Cette histoire aurait pu être la banale histoire d’un groupe de jeunes aspirant à vivre de sa musique, mais c’est au final plus que ça. D’abord parce que dans le récit, un certain niveau de rêve est atteint lorsque Jia se voit proposer d’intégrer la formation Fresh Oxygen. Ensuite, parce que Reload, en plus d’être une simple histoire, est un clin d’œil, un hommage, à un ami de l’auteur, Gao Jin, un musicien qui a largement inspiré cette bande dessinée.

Derrière sa belle couverture à rabats et son logo de titre dont certaines des lettres ressemblent à des notes de musique, cette BD Reload nous fait découvrir un énorme travail graphique, comparable, dans le style, à celui de Benjamin mais laissant toutefois plus la place aux rendus manuels.
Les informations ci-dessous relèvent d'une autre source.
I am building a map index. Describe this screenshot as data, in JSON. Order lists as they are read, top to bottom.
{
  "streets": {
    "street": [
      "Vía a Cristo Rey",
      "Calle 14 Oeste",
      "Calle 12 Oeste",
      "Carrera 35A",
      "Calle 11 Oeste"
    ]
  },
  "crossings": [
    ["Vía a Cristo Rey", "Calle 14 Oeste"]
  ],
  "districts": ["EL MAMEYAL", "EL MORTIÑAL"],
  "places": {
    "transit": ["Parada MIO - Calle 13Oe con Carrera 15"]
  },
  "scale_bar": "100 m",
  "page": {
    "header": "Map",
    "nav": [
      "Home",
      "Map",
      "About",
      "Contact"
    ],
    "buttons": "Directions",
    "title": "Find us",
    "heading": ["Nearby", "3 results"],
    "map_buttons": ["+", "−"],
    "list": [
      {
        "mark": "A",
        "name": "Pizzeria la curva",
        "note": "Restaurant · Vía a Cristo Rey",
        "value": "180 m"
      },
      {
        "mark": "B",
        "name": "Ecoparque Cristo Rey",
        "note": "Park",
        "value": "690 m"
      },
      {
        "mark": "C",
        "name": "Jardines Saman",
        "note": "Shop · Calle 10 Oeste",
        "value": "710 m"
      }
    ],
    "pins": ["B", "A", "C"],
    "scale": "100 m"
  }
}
Ingénieux mélanges de photos, de dessins, de saturations de couleurs et d’effets spéciaux, mise en page calculée, aussi, comme avec ces pleines-pages traduisant en images ce qu’entend une oreille qui écoute de la musique ou comme ces visuels sur lesquels il faut s’attarder pour en discerner les différentes composantes imbriquées… Très moderne, très "informatisé", cet album est à l’image de la jeune Chine qui veut percer.
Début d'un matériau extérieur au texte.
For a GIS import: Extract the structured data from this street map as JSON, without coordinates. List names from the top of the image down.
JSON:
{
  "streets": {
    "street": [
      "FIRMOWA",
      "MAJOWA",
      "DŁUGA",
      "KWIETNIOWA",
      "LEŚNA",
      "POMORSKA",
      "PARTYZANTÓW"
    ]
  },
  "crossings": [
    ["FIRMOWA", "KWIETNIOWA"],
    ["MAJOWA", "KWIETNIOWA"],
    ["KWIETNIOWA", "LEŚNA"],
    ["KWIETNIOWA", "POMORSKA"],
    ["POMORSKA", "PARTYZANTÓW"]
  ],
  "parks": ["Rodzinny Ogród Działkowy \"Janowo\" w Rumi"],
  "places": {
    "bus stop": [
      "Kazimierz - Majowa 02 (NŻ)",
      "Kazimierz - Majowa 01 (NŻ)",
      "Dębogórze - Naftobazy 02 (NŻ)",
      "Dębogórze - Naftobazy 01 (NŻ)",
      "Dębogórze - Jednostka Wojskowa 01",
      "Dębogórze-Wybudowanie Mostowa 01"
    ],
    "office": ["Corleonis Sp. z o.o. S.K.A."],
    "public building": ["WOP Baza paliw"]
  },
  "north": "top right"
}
Au niveau de l’histoire, on a surtout affaire au trio Jia / Meng / Minette même si d’autres personnages secondaires entrent en jeu. Aux dires de l’auteur, Minette serait le personnage principal. Il apparaît pourtant que c’est plutôt Jia qui tient la vedette. A travers ces trois-là, on a en tout cas une certaine vision d’une frange de la jeune société chinoise : ces jeunes sont en recherche de boulot mais se payent toutefois le luxe de parier sur un avenir meilleur en s’attachant à leurs rêves… Ce qui immanquablement fait basculer la narration dans la philosophie, très présente dans l’ambiance, dans les questions posées mais aussi dans les pages introduisant les différents chapitres. (Cet aspect philosophique cite notamment Freud, mais il n’est pas le seul européen à qui est fait un clin d’œil… Ainsi, on reconnaîtra par exemple en page 22 une nette référence au "Cri" du peintre Munch)
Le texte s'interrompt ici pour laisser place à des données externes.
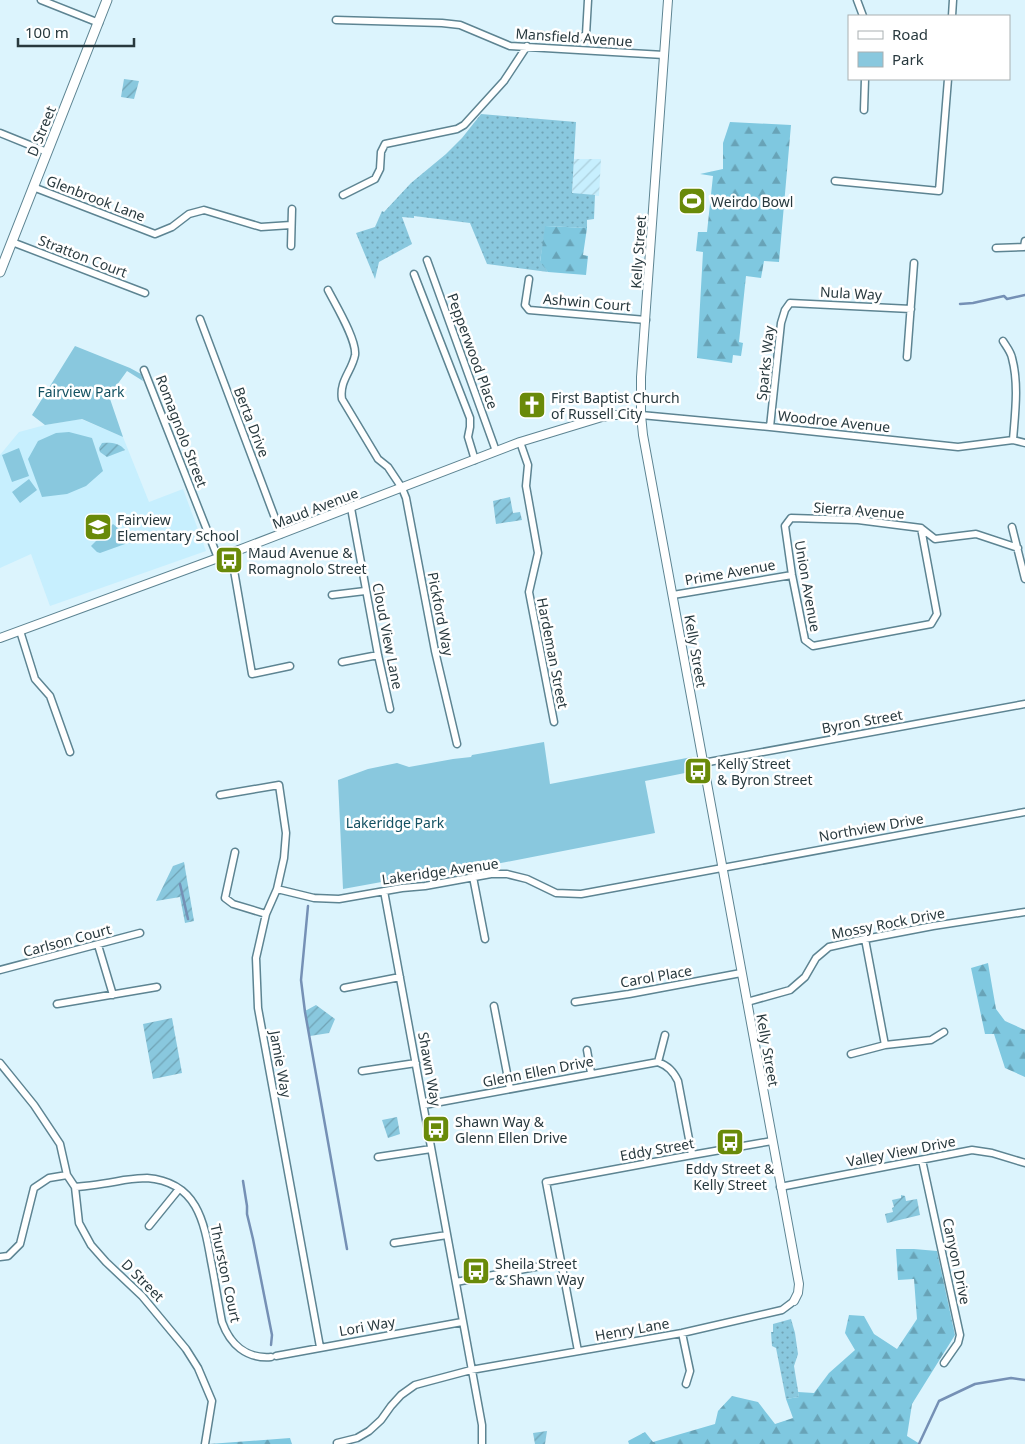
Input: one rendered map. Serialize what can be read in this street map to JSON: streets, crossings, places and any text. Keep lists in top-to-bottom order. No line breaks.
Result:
{"streets":{"main road":["D Street"],"street":["Mansfield Avenue","Glenbrook Lane","Kelly Street","Stratton Court","Nula Way","Ashwin Court","Pepperwood Place","Sparks Way","Woodroe Avenue","Berta Drive","Romagnolo Street","Maud Avenue","Sierra Avenue","Prime Avenue","Union Avenue","Pickford Way","Cloud View Lane","Hardeman Street","Byron Street","Northview Drive","Lakeridge Avenue","Mossy Rock Drive","Carlson Court","Carol Place","Jamie Way","Shawn Way","Glenn Ellen Drive","Eddy Street","Valley View Drive","Canyon Drive","Thurston Court","Lori Way","Henry Lane"]},"crossings":[["Mansfield Avenue","Kelly Street"],["D Street","Glenbrook Lane"],["D Street","Stratton Court"],["D Street","Thurston Court"],["Kelly Street","Ashwin Court"],["Kelly Street","Woodroe Avenue"],["Kelly Street","Maud Avenue"],["Kelly Street","Prime Avenue"],["Kelly Street","Byron Street"],["Kelly Street","Northview Drive"],["Kelly Street","Lakeridge Avenue"],["Kelly Street","Mossy Rock Drive"],["Kelly Street","Carol Place"],["Kelly Street","Eddy Street"],["Kelly Street","Valley View Drive"],["Kelly Street","Henry Lane"],["Nula Way","Sparks Way"],["Pepperwood Place","Maud Avenue"],["Sparks Way","Woodroe Avenue"],["Woodroe Avenue","Maud Avenue"],["Berta Drive","Maud Avenue"],["Romagnolo Street","Maud Avenue"],["Maud Avenue","Pickford Way"],["Maud Avenue","Cloud View Lane"],["Maud Avenue","Hardeman Street"],["Sierra Avenue","Union Avenue"],["Prime Avenue","Union Avenue"],["Northview Drive","Lakeridge Avenue"],["Lakeridge Avenue","Jamie Way"],["Lakeridge Avenue","Shawn Way"],["Jamie Way","Lori Way"],["Shawn Way","Glenn Ellen Drive"],["Shawn Way","Lori Way"],["Shawn Way","Henry Lane"],["Valley View Drive","Canyon Drive"],["Thurston Court","Lori Way"]],"parks":["Fairview Park","Lakeridge Park"],"places":{"sports":["Weirdo Bowl"],"church":["First Baptist Church of Russell City"],"school or university":["Fairview Elementary School"],"bus stop":["Maud Avenue & Romagnolo Street","Kelly Street & Byron Street","Shawn Way & Glenn Ellen Drive","Eddy Street & Kelly Street","Sheila Street & Shawn Way"]},"legend":["Road","Park"],"scale_bar":"100 m"}
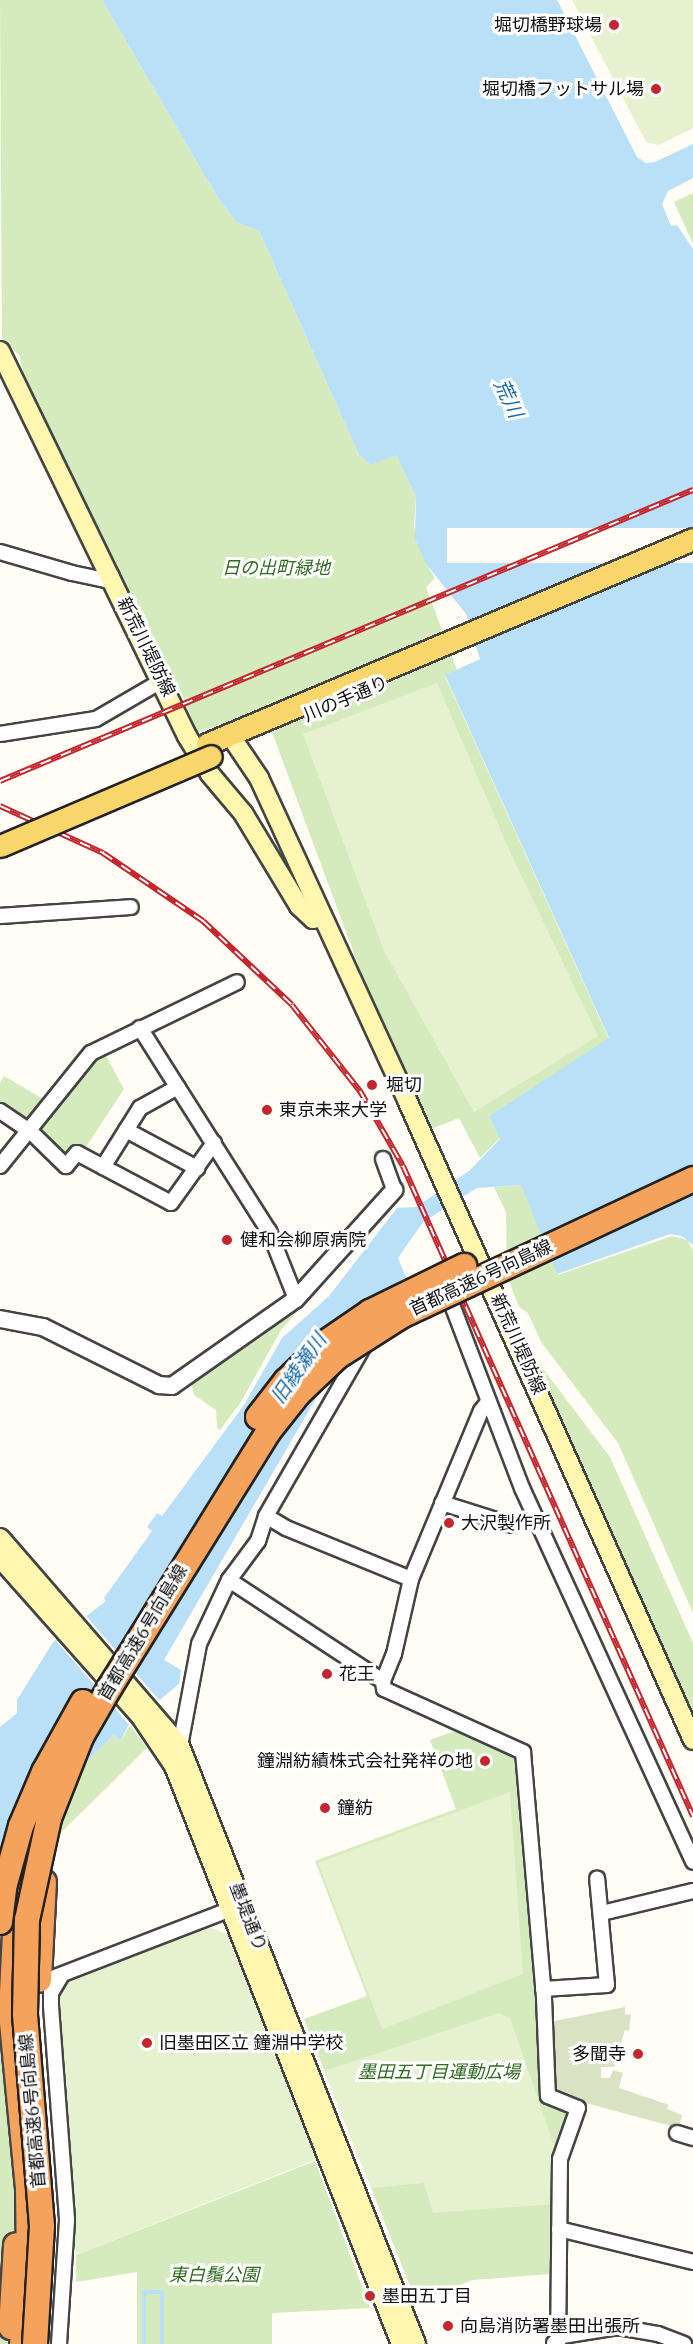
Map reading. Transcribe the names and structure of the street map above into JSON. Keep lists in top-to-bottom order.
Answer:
{
  "streets": {
    "highway": ["首都高速6号向島線"],
    "main road": ["新荒川堤防線", "川の手通り", "墨堤通り"]
  },
  "crossings": [
    ["新荒川堤防線", "川の手通り"]
  ],
  "water": ["荒川", "旧綾瀬川"],
  "parks": ["日の出町緑地", "墨田五丁目運動広場", "東白鬚公園"],
  "places": [
    "堀切橋野球場",
    "堀切橋フットサル場",
    "堀切",
    "東京未来大学",
    "健和会柳原病院",
    "大沢製作所",
    "花王",
    "鐘淵紡績株式会社発祥の地",
    "鐘紡",
    "旧墨田区立 鐘淵中学校",
    "多聞寺",
    "墨田五丁目",
    "向島消防署墨田出張所"
  ]
}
Enfin, à propos de cri, à côté de celui qu’a poussé Jia et qui l’a propulsé au sommet, il y a une interrogation très importante dans cette histoire lorsque le jeune homme quitte la scène. Bien qu’il ait atteint son objectif, il semble ne pas s’en satisfaire, à la stupéfaction de son public à qui il passe le relais. L’Homme est-il un éternel insatiable, ce qui serait négatif, ou au contraire l’amitié triomphe-t-elle et voit redescendre Jia auprès de ses amies ? A méditer…

Cette histoire se basant sur des personnes et des expériences réelles, on a parfois l’impression en regardant évoluer les protagonistes que le dessinateur Sang Yong leur fait vivre ce qui lui-même vit. Ainsi, au sujet de cet enfermement que peuvent s’imposer manhuagas et artistes en studio, on observe que Jia, Meng et Minette apprécient fortement les rares sorties qu’ils s’accordent, leur liberté, en en parlant comme de grands bols d’air… alors qu’ils sont dans Pékin !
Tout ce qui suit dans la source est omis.